A Church Passes Gas March 29, 2008

A Church Passes Gas

In Carthage, Missouri, a local church did something useful for the community.

They helped lower the gas prices to $1.99/gallon.

The difference in price was bought by the Forest Park Baptist Church (Carthage Campus) — up to 15 gallons for the first 150 people who came by the Tiger Alley gas station.

Even though the church did not publicize the buy-down, lines soon sprouted on both Fairview Street and River Street. The 150 drivers passed through the store in less than three hours…

It was a cheerful bunch of volunteers who scurried about directing traffic, pumping gas and cleaning windows.

“I wanted to give back to my community,” said Cyndie Coolie, Carthage, as she washed windows. “I love God and this is my opportunity to show the community what a good thing we’ve got going at Forest Park. I’m proud to pump gas and I hope my husband doesn’t get too used to me washing windows.”

Charlene Bridges, drove one of the last of the 150 cars that got gas in the event.
“This is a great savings and a big help,” Bridges said. “A friend of mine called me after she’d been here and told me about it.

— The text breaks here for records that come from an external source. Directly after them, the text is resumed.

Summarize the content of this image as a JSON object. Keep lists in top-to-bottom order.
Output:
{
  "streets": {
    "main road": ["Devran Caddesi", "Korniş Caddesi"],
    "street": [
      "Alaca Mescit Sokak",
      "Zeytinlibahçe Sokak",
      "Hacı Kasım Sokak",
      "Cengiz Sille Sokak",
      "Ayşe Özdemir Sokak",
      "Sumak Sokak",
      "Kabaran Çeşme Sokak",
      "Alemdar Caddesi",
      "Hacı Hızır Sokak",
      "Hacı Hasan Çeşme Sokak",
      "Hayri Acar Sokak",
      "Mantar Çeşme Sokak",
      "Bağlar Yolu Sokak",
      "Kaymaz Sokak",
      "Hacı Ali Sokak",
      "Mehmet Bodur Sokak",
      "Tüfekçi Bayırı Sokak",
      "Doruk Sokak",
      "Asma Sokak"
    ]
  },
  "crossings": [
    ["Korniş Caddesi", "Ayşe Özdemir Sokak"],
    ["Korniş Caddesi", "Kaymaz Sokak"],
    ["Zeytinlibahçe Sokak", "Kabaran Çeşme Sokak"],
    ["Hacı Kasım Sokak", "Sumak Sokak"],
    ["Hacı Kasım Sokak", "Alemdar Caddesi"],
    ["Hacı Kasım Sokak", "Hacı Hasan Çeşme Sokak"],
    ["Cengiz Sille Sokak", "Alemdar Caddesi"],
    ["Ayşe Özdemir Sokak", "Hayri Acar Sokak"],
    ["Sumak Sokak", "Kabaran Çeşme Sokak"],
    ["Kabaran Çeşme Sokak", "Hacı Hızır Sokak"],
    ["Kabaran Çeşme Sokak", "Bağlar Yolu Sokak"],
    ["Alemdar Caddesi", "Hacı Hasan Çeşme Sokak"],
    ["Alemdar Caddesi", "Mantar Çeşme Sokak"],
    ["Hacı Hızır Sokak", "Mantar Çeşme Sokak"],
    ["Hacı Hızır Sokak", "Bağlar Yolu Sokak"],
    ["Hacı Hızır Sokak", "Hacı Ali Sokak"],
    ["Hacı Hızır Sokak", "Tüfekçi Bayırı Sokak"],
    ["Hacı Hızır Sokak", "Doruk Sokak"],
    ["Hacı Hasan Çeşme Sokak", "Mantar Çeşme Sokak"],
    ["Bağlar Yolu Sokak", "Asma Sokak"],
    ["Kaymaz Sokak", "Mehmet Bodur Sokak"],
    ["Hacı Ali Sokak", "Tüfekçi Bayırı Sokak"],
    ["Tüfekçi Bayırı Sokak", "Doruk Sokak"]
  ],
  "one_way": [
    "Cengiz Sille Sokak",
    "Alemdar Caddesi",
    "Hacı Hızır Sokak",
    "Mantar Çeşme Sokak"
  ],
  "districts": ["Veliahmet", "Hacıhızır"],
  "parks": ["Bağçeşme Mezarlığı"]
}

I think it’s wonderful to see a church coming out to help the community like this.”

I didn’t read anything in the article about proselytization from the volunteers while pumping gas.

For the sake of the next question, let’s assume it didn’t happen.

Would any of the atheists reading this have turned down the offer…?

(via Friendly Christian)


[tags]atheist, atheism[/tags]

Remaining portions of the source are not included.